Vaccine Priority Decisions: Ethical Considerations and Concerns

The Issue

As COVID-19 vaccine pharmaceutical developers race toward safe and effective candidates to stem the tide of the pandemic, health officials and policy makers as well as citizens are grappling with a number of significant philosophical, operational and ethical or social justice challenges.

This blog addresses three questions:

  1. How best can we allocate limited vaccine doses to the world’s and a specific country’s population?
  2. How best do we prioritize values and ethics to determine who gets the vaccine first?
  3. Why is it likely that the vaccine will not signal the end of COVID?

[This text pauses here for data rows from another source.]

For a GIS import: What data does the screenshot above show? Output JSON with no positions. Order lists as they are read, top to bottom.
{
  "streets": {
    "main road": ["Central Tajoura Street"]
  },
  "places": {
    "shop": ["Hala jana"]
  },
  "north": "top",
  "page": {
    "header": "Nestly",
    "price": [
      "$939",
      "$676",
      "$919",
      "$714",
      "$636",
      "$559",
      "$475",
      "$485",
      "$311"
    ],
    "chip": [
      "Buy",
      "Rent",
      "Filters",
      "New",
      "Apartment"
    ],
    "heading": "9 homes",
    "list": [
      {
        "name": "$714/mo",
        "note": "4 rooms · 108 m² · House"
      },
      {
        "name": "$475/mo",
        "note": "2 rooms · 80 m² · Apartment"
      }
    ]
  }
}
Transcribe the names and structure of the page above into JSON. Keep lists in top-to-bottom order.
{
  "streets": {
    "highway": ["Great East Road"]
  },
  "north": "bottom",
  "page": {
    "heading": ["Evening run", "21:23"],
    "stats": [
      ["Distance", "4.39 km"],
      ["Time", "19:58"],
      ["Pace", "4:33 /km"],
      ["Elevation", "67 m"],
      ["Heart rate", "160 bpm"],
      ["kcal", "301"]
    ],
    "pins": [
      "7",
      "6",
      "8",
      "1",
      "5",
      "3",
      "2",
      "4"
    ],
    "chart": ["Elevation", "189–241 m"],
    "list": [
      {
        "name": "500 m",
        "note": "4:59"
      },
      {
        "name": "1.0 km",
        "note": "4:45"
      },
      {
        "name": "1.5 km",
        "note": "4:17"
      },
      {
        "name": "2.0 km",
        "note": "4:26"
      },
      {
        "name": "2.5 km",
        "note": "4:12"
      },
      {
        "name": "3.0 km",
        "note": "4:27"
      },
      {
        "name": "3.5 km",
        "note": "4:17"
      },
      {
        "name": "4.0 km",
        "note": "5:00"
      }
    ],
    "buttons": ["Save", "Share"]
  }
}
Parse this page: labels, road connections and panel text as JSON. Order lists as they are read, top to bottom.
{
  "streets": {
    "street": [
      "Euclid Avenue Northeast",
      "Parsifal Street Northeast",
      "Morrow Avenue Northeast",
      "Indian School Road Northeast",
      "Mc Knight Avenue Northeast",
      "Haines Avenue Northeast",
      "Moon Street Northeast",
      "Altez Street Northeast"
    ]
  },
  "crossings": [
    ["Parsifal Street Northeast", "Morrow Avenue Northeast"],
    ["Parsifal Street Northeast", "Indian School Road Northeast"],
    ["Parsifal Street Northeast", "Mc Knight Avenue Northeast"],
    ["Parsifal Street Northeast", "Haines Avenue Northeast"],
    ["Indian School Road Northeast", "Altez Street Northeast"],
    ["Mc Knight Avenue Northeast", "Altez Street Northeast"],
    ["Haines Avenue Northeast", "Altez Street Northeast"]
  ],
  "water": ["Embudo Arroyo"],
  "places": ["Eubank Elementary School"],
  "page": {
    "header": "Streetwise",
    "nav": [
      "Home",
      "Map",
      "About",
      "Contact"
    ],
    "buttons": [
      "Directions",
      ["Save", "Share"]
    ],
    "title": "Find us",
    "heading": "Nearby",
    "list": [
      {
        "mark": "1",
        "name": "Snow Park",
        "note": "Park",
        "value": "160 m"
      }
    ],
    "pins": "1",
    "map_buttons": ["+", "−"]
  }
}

Vaccine Allocation Globally and Nationally

Which countries should get a vaccine first? To reach herd immunity, about two-thirds of the world population – four billion to five billion people – need to be vaccinated. Most global citizens, at least for the Pfizer, Moderna and AstraZenica vaccines, will have two doses – that is 10 billion doses of the vaccine. This immense challenge of global distribution reflects a number of realities:

  • Demand for vaccines far outstrips the available supply, and is expected to do so for at least several more months.
  • Many of the world’s wealthier countries have already pre-purchased the available vaccines. Canada for example has pre-purchased enough for more than five times its population.
  • We don’t have enough vaccines for richer countries, so poorer countries that are next in line will have to wait longer.
  • According to the WHO, 75% of all current doses have been deployed in only 10 countries.
  • It is unlikely that countries with excess vaccines would start sharing vaccines until they have completed their own vaccination campaigns.
  • Countries like Russia and China are engaging in “vaccine diplomacy”—that is, linking their allocation of vaccine production to strategic attempts to influence the economies and foreign policies of developing nations.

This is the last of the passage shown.